┌─ Data

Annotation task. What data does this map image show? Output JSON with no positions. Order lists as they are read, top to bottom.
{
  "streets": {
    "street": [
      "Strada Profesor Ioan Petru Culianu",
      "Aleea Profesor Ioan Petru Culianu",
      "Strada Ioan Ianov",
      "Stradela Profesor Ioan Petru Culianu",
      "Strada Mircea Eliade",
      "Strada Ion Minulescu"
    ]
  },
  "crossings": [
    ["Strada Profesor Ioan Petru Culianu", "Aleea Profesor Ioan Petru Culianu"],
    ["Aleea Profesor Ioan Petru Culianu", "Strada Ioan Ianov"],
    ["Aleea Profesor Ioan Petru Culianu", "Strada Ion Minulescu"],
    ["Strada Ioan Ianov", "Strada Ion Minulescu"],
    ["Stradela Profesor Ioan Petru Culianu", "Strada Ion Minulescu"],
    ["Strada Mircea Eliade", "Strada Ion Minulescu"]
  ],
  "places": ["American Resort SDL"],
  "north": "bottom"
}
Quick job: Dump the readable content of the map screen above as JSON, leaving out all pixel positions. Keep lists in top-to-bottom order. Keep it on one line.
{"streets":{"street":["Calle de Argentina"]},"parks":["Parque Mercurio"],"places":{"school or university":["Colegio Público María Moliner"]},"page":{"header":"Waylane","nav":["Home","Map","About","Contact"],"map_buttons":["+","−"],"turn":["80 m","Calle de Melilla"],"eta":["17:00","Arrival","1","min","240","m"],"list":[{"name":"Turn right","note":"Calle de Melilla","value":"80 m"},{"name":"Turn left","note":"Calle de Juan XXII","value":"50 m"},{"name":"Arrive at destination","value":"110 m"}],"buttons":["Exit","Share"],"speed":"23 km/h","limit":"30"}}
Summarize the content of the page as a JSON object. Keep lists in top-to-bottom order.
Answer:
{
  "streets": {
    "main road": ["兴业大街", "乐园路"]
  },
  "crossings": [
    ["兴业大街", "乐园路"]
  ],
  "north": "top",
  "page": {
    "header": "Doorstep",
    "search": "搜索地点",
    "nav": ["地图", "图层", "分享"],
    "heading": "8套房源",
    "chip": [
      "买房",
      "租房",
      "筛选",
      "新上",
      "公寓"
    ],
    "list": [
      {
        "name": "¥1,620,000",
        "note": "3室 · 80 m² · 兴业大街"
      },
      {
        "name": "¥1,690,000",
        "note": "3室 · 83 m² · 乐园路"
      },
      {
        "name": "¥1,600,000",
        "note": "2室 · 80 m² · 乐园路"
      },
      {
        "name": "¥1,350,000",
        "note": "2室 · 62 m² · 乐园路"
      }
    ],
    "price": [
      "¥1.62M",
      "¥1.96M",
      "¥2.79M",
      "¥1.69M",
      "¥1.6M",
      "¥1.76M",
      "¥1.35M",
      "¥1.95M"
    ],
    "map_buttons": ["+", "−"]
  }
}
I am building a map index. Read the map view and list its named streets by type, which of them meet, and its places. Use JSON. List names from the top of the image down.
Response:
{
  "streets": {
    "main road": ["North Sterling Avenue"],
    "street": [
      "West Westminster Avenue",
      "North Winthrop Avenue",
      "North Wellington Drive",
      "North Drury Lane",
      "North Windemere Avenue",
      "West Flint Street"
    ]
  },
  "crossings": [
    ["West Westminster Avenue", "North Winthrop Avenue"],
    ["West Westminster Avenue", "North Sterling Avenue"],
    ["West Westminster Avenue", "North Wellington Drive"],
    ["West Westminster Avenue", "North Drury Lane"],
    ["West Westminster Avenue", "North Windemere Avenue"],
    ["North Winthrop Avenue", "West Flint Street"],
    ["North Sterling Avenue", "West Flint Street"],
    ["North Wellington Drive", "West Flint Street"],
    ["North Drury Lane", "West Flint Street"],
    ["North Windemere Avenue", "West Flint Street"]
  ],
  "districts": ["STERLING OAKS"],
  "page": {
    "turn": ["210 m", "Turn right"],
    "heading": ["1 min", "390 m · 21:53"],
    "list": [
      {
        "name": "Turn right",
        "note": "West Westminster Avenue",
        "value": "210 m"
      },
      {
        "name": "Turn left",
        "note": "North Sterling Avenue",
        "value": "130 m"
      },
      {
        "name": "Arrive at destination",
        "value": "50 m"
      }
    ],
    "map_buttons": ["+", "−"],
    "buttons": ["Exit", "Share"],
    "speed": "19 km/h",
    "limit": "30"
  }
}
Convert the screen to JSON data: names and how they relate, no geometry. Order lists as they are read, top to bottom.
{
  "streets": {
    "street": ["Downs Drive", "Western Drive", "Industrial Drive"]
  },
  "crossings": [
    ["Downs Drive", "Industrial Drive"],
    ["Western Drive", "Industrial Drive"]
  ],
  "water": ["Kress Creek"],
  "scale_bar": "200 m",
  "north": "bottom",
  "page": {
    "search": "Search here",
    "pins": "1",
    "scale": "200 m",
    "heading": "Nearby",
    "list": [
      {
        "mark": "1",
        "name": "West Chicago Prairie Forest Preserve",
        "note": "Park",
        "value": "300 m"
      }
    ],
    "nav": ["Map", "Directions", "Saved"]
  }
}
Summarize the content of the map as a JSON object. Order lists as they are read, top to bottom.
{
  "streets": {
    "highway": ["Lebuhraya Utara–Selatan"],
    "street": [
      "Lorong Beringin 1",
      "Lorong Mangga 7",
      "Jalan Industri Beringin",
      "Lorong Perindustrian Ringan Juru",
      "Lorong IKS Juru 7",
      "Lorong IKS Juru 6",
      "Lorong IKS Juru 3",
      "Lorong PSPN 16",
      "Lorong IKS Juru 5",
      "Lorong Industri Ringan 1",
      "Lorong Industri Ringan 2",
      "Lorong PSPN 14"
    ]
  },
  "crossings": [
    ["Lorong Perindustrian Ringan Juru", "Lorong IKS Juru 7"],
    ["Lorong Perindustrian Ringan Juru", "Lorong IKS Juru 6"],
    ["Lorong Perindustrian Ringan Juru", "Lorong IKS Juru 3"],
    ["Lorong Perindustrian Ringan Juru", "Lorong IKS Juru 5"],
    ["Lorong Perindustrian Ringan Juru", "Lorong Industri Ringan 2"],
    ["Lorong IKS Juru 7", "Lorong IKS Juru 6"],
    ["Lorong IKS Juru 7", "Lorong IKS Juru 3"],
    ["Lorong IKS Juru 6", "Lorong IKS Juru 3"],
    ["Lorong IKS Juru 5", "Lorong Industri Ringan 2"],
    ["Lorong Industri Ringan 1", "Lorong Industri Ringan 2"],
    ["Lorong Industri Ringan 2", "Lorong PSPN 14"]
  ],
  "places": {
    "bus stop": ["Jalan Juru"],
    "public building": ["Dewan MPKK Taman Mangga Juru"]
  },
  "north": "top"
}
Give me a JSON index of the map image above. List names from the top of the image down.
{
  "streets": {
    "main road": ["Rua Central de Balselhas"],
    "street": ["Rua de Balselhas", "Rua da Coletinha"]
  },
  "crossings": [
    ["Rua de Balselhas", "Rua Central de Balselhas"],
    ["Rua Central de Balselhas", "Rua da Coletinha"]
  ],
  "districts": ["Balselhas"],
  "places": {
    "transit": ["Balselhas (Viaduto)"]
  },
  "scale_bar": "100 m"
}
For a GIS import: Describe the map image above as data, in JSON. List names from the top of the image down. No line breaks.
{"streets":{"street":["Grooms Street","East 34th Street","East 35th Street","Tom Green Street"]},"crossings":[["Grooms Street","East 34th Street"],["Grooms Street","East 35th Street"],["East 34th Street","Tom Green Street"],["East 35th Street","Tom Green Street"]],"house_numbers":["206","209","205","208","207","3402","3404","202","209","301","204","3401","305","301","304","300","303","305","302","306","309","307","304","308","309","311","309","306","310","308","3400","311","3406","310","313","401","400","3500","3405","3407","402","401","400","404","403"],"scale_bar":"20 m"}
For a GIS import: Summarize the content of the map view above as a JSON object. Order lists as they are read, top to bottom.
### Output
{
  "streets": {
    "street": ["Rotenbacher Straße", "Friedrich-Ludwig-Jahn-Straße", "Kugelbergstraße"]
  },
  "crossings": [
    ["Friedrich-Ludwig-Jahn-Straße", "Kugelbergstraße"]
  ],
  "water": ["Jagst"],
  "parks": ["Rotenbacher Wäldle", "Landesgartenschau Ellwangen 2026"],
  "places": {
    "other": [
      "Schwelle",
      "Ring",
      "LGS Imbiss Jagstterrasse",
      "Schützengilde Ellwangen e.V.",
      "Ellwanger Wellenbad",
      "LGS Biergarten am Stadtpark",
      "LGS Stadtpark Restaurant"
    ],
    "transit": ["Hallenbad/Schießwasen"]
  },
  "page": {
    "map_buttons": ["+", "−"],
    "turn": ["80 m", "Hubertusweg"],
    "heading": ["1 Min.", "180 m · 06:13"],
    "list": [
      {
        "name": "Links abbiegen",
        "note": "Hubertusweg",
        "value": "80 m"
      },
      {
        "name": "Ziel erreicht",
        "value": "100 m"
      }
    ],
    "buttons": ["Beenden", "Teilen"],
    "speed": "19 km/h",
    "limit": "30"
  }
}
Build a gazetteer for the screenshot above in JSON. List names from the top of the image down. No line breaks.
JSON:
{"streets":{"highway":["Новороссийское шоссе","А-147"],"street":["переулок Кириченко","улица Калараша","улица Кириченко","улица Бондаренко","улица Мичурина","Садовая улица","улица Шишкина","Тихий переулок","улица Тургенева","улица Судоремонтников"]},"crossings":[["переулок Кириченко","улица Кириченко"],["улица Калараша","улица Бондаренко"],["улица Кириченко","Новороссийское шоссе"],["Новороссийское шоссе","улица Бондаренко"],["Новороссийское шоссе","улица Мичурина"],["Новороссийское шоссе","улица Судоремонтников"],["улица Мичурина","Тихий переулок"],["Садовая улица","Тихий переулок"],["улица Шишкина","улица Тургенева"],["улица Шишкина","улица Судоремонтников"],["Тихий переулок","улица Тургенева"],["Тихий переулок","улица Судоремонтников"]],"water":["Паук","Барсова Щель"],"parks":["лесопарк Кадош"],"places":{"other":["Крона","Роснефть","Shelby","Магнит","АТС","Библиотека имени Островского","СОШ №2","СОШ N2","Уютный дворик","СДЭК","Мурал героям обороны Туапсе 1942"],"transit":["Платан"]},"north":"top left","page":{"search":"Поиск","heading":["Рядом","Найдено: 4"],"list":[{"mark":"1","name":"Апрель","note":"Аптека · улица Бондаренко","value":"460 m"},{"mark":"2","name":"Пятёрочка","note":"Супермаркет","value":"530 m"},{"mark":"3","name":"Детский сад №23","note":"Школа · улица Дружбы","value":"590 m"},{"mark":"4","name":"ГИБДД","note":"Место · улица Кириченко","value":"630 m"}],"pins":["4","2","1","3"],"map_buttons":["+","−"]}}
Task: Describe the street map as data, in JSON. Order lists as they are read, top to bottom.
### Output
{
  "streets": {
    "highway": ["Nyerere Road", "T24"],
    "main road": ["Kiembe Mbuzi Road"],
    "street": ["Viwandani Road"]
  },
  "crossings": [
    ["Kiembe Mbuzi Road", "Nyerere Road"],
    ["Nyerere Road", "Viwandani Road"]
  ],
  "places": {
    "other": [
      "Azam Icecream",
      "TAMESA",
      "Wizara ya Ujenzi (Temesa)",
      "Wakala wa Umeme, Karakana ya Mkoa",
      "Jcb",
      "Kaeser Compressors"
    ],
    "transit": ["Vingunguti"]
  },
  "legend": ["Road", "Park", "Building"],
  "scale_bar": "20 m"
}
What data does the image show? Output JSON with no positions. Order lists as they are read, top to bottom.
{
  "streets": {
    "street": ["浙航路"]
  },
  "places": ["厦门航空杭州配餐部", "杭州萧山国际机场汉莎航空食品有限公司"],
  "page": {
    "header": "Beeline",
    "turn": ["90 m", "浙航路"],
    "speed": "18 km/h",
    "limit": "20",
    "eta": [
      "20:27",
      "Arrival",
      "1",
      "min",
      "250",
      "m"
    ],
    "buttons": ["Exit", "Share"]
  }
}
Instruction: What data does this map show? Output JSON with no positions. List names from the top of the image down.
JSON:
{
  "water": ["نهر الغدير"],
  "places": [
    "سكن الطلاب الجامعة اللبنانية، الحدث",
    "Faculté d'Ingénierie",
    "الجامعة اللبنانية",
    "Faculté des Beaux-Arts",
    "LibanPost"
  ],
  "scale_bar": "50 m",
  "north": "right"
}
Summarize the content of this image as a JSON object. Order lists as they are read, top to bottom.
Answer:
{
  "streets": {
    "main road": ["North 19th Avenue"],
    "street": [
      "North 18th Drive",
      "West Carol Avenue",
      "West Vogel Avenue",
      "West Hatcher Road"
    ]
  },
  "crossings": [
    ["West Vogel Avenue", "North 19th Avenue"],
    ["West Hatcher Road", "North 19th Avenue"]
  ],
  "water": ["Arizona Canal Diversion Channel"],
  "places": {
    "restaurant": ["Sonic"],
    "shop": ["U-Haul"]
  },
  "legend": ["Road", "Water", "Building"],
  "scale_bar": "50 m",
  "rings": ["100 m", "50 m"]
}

└─

• **What is needed**: Search the data above for the string "Stadtpark" and copy each line that has it.

• **Task answer**:
      "LGS Biergarten am Stadtpark",
      "LGS Stadtpark Restaurant"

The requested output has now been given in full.